- **What the task requires**: Read the listing and extract each line that includes the word "JSON".

- **Data**:
▬▬▬▬▬▬▬▬▬▬
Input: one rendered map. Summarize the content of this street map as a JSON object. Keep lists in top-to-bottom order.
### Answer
▬▬▬▬▬▬▬▬▬▬
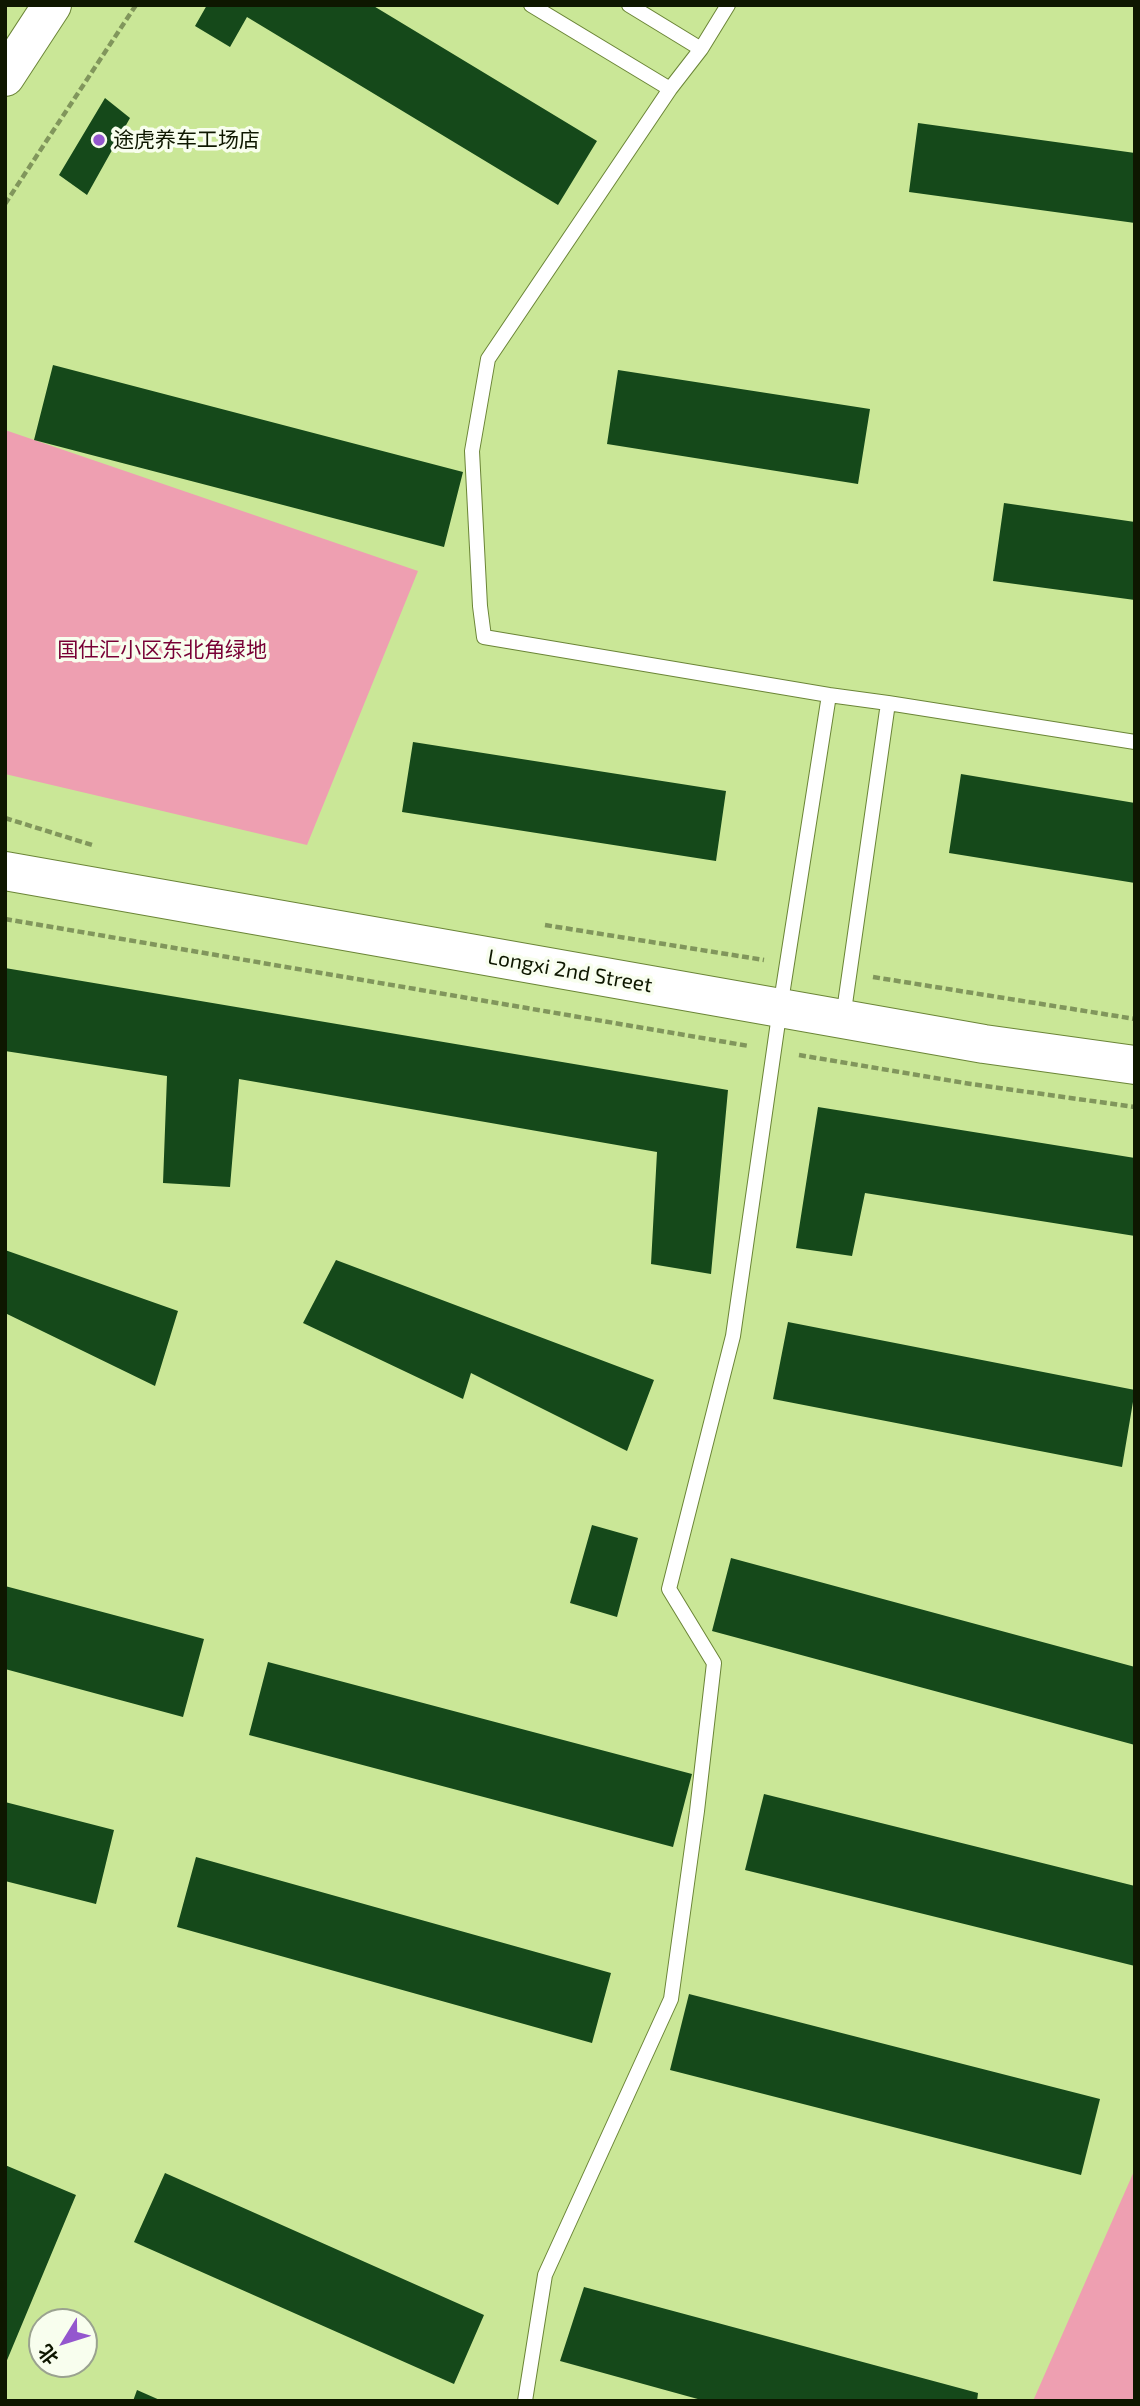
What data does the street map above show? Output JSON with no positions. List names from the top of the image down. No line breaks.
▬▬▬▬▬▬▬▬▬▬
- **Exercise output**:
Input: one rendered map. Summarize the content of this street map as a JSON object. Keep lists in top-to-bottom order.
What data does the street map above show? Output JSON with no positions. List names from the top of the image down. No line breaks.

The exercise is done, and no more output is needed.